A vector file can be opened for writing in mode ``'a'`` (append) or mode
``'w'`` (write).

.. admonition:: Note
   
   The in situ "update" mode of :program:`OGR` is quite format dependent
   and is therefore not supported by Fiona.

Appending Data to Existing Files
--------------------------------

Let's start with the simplest if not most common use case, adding new records
to an existing file. The file is copied before modification and a suitable
record extracted in the example below.

.. sourcecode:: pycon

  >>> with fiona.open('docs/data/test_uk.shp') as c:
  ...     rec = next(c)
  >>> rec['id'] = '-1'
  >>> rec['properties']['CNTRY_NAME'] = 'Gondor'
  >>> import os
  >>> os.system("cp docs/data/test_uk.* /tmp")
  0

The coordinate reference system. format, and schema of the file are already
defined, so it's opened with just two arguments as for reading, but in ``'a'``
mode. The new record is written to the end of the file using the
:py:meth:`~fiona.collection.Collection.write` method. Accordingly, the length
of the file grows from 48 to 49.

.. sourcecode:: pycon

  >>> with fiona.open('/tmp/test_uk.shp', 'a') as c:
  ...     print(len(c))
  ...     c.write(rec)
  ...     print(len(c))
  ... 
  48
  49

The record you write must match the file's schema (because a file contains one
type of record, remember). You'll get a :py:class:`ValueError` if it doesn't.

.. sourcecode:: pycon

  >>> with fiona.open('/tmp/test_uk.shp', 'a') as c:
  ...     c.write({'properties': {'foo': 'bar'}})
  ... 
  Traceback (most recent call last):
    ...
  ValueError: Record data not match collection schema

Now, what about record ids? The id of a record written to a file is ignored and
replaced by the next value appropriate for the file. If you read the file just
appended to above,

.. sourcecode:: pycon

  >>> with fiona.open('/tmp/test_uk.shp', 'a') as c:
  ...     records = list(c)
  >>> records[-1]['id']
  '48'
  >>> records[-1]['properties']['CNTRY_NAME']
  'Gondor'

You'll see that the id of ``'-1'`` which the record had when written is
replaced by ``'48'``.

The :py:meth:`~fiona.collection.Collection.write` method writes a single
record to the collection's file. Its sibling
:py:meth:`~fiona.collection.Collection.writerecords` writes a sequence (or
iterator) of records.

.. sourcecode:: pycon

  >>> with fiona.open('/tmp/test_uk.shp', 'a') as c:
  ...     c.writerecords([rec, rec, rec])
  ...     print(len(c))
  ... 
  52

.. admonition:: Duplication

   Fiona's collections do not guard against duplication. The code above will
   write 3 duplicate records to the file, and they will be given unique
   sequential ids.

.. admonition:: Buffering

   Fiona's output is buffered. The records passed to :py:meth:`write` and
   :py:meth:`writerecords` are flushed to disk when the collection is closed.
   You may also call :py:meth:`flush` periodically to write the buffer contents
   to disk.

Creating files of the same structure
------------------------------------

Writing a new file is more complex than appending to an existing file because
the file CRS, format, and schema have not yet been defined and must be done so
by the programmer. Still, it's not very complicated. A schema is just
a mapping, as described above. A CRS is also just a mapping, and the possible
formats are enumerated in the :py:attr:`fiona.supported_drivers` list.

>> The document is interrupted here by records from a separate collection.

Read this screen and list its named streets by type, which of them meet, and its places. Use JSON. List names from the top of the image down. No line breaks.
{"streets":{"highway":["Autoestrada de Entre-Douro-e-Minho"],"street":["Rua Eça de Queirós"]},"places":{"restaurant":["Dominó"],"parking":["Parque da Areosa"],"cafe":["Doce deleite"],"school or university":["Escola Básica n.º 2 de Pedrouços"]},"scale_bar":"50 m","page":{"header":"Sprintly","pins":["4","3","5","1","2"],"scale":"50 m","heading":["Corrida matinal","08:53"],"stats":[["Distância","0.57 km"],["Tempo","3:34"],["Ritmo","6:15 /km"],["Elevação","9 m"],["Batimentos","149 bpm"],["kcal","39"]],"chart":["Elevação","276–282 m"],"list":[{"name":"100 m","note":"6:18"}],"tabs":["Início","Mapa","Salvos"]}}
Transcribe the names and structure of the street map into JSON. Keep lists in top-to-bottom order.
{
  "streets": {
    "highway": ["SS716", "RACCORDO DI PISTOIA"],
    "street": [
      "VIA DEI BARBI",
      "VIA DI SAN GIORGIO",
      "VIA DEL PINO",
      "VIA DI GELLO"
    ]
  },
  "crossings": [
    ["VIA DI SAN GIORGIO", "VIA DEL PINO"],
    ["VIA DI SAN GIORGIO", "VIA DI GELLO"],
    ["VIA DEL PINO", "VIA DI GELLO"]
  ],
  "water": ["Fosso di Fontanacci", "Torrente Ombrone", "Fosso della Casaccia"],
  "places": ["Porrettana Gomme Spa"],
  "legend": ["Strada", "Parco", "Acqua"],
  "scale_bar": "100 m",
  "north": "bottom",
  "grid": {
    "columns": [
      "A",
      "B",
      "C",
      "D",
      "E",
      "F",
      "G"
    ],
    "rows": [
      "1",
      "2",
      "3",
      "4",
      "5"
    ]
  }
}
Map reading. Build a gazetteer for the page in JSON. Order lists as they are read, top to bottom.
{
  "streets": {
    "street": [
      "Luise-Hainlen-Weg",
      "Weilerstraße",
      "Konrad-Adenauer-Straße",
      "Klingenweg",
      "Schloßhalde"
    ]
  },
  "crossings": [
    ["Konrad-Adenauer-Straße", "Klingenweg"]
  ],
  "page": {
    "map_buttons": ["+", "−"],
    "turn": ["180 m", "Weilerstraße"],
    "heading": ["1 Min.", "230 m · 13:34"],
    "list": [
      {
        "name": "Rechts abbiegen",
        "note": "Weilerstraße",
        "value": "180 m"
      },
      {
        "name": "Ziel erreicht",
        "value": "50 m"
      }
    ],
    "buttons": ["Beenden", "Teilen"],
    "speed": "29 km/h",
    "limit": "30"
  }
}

Review the parameters of our demo file.

.. sourcecode:: pycon

  >>> with fiona.open('docs/data/test_uk.shp') as source:
  ...     source_driver = source.driver
  ...     source_crs = source.crs
  ...     source_schema = source.schema
  ... 
  >>> source_driver
  'ESRI Shapefile'
  >>> source_crs
  {'no_defs': True, 'ellps': 'WGS84', 'datum': 'WGS84', 'proj': 'longlat'}
  >>> pprint.pprint(source_schema)
  {'geometry': 'Polygon',
   'properties': {'CAT': 'float:16',
                  'FIPS_CNTRY': 'str',
                  'CNTRY_NAME': 'str',
                  'AREA': 'float:15.2',
                  'POP_CNTRY': 'float:15.2'}}

We can create a new file using them.

.. sourcecode:: pycon

  >>> with fiona.open(
  ...         '/tmp/foo.shp',
  ...         'w',
  ...         driver=source_driver,
  ...         crs=source_crs,
  ...         schema=source_schema) as c:
  ...     print(len(c))
  ...     c.write(rec)
  ...     print(len(c))
  ... 
  0
  1
  >>> c.closed
  True
  >>> len(c)
  1

Because the properties of the source schema are ordered and are passed in the
same order to the write-mode collection, the written file's fields have the
same order as those of the source file.

.. sourcecode:: console

  $ ogrinfo /tmp/foo.shp foo -so
  INFO: Open of `/tmp/foo.shp'
        using driver `ESRI Shapefile' successful.
  
  Layer name: foo
  Geometry: 3D Polygon
  Feature Count: 1
  Extent: (0.735000, 51.357216) - (0.947778, 51.444717)
  Layer SRS WKT:
  GEOGCS["GCS_WGS_1984",
      DATUM["WGS_1984",
          SPHEROID["WGS_84",6378137,298.257223563]],
      PRIMEM["Greenwich",0],
      UNIT["Degree",0.017453292519943295]]
  CAT: Real (16.0)
  FIPS_CNTRY: String (80.0)
  CNTRY_NAME: String (80.0)
  AREA: Real (15.2)
  POP_CNTRY: Real (15.2)

The :py:attr:`~fiona.collection.Collection.meta` attribute makes duplication of
a file's meta properties even easier.

.. sourcecode:: pycon

  >>> source = fiona.open('docs/data/test_uk.shp')
  >>> sink = fiona.open('/tmp/foo.shp', 'w', **source.meta)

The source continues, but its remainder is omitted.